The Hailey City Council voted Monday to forego a proposed $1 million sewer-plant upgrade option that would have created sellable “Class A” fertilizer.
“We had to look at this,” said Councilwoman Martha Burke.
In the end, Burke voted along with the rest of the council to choose a less costly upgrade option that produces Class B effluent that would be trucked to the Ohio Gulch landfill.
The Class A treatment option was pilot-tested at the Woodside sewer facility last summer, but failed to convince a citizens advisory group, and the City Council, that it would be a financially viable option for the city.
“There may be a market for it [Class A fertilizer], but for the limited amount that we would we be providing, about 8 cubic yards per week, there is not enough to make up our return on investment,” Public Works Director Tom Hellen said in an interview.
Hellen said numerous cities, including Milwaukee Wis., Missoula, Mont., and Burley, Idaho, produce Class A fertilizer, but that these cities have both enough input of waste, and demand for the end product, to make it feasible.
“There is not enough (fertilizer) to make up our return on investment.”
Tom Hellen
Public works director
Eco-compost, a trade-name product, is made in Missoula from human waste, and sold here at Wood River Valley nurseries, Hellen said.
HDR Engineering spokesman Tom Dupuis, who is working on a $300,000 study to design the new sewer facility, said he knew of no regulations that would require the city in the near future to produce Class A waste.
“There are no mandatory regulations that I know of,” Dupuis said.
Dupuis said that a Class A treatment process would cost more for operation and maintenance of the facility and possibly produce odors.
Councilwoman Carol Brown congratulated HDR, the citizens advisory group and city staff for exploring the greener option of re-using human waste as fertilizer.
“It is like the glass recycling idea,” she said (which was shown several years ago to be economically unfeasible).
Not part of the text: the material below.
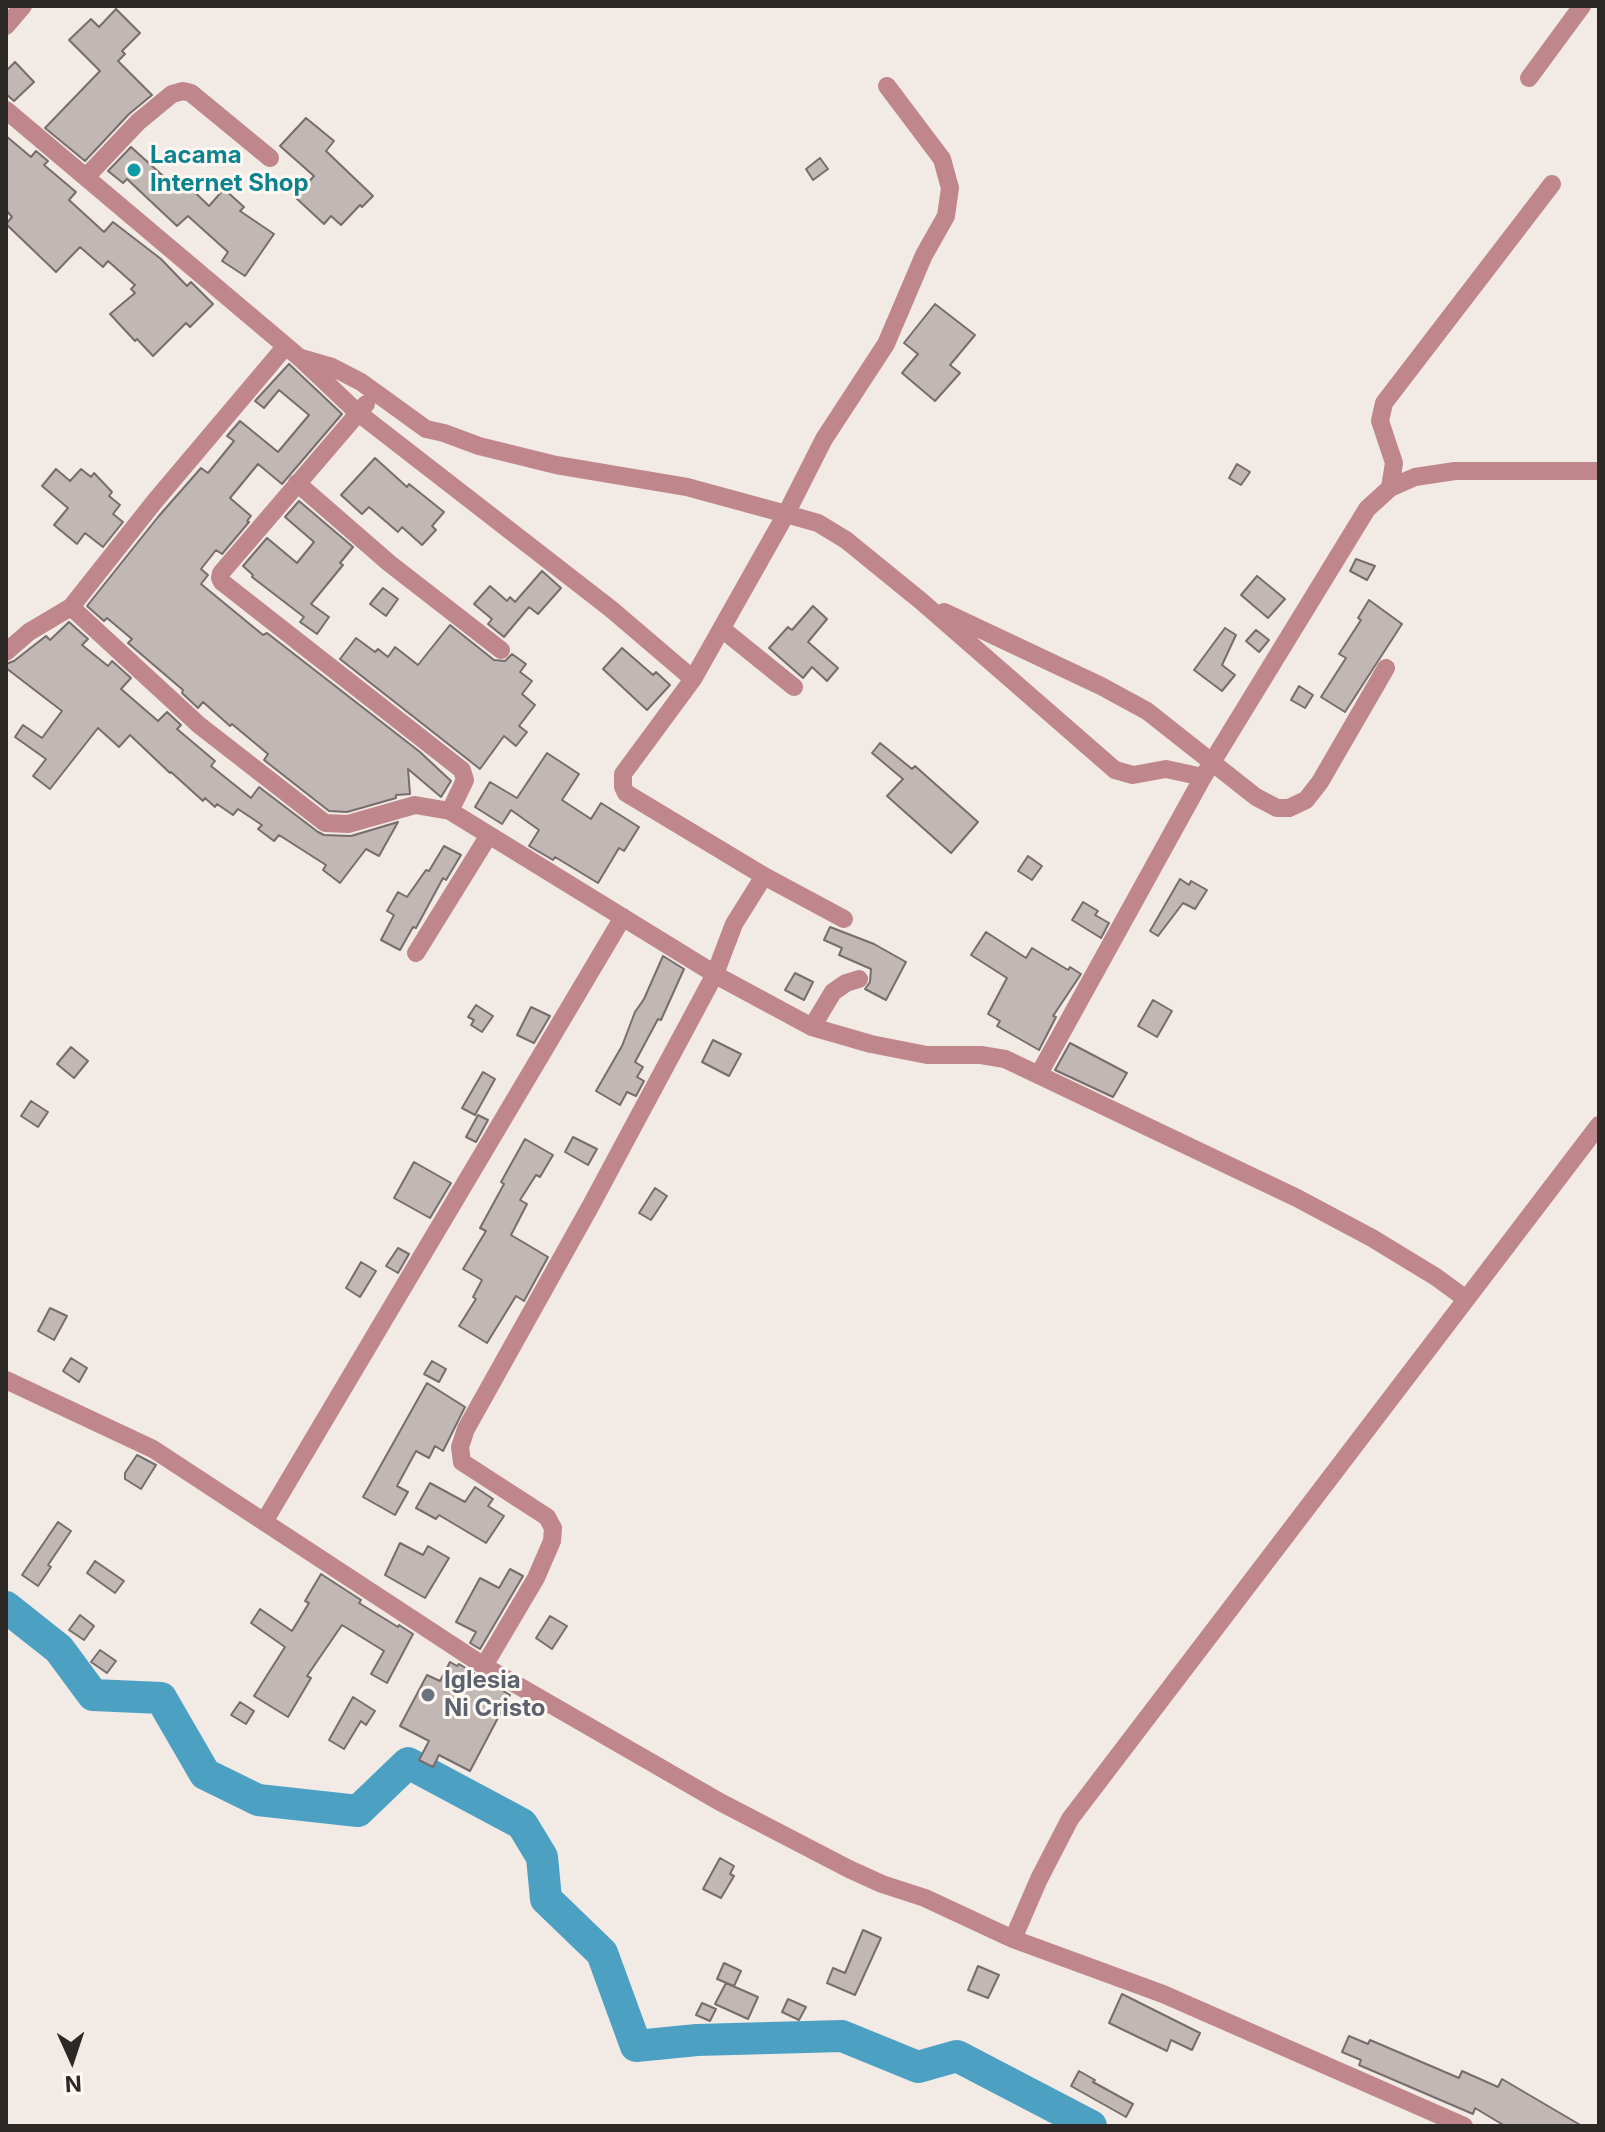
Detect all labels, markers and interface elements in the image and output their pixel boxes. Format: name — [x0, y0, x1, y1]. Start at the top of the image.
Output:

I was grouchy about it not working out, but at the end of the day, I got it,” Brown said.
The City Council has plans to seek voter approval next spring for a bond to pay for a de-watering facility at the Woodside plant that is expected to cost from $3 million to $5 million. The city has determined that the new facility would increase safety at the plant and would reduce the hauling of sludge to the Ohio Gulch dump.
Hellen said the new facility would decrease the hauling of 6,000-gallon tanker-truck loads of waste sludge to Ohio Gulch seven to 12 times each week down to one dump truck load of dried Class B waste.
“The sludge we haul today is 99 percent water,” Hellen said.
In other Hailey news:
- The council passed an ordinance that allows for “free-market” testing of cross-connection devices on household water systems, rather than using city staff to perform the mandatory annual tests. Anyone with an irrigation system hooked up to the household water supply will need to have the annual test performed.
- Based on input from business owners, Community Development Director Micah Austin was instructed by the council to continue the policy of installing 15-minute temporary parking signs around town at two per block. Austin will install new signs at the Hailey Public Library and one at Copy & Print. Austin will also send letters to business owners asking that they use parking lots away from Main Street for employee parking, so parking spaces near storefronts can be used by customers.
- Hailey Fire Department personnel Mike Baledge and Robbin Warner were honored by Mayor Fritz Haemmerle for heading up the Fire Department for one month, until the new chief, Craig Aberbach, arrived this week.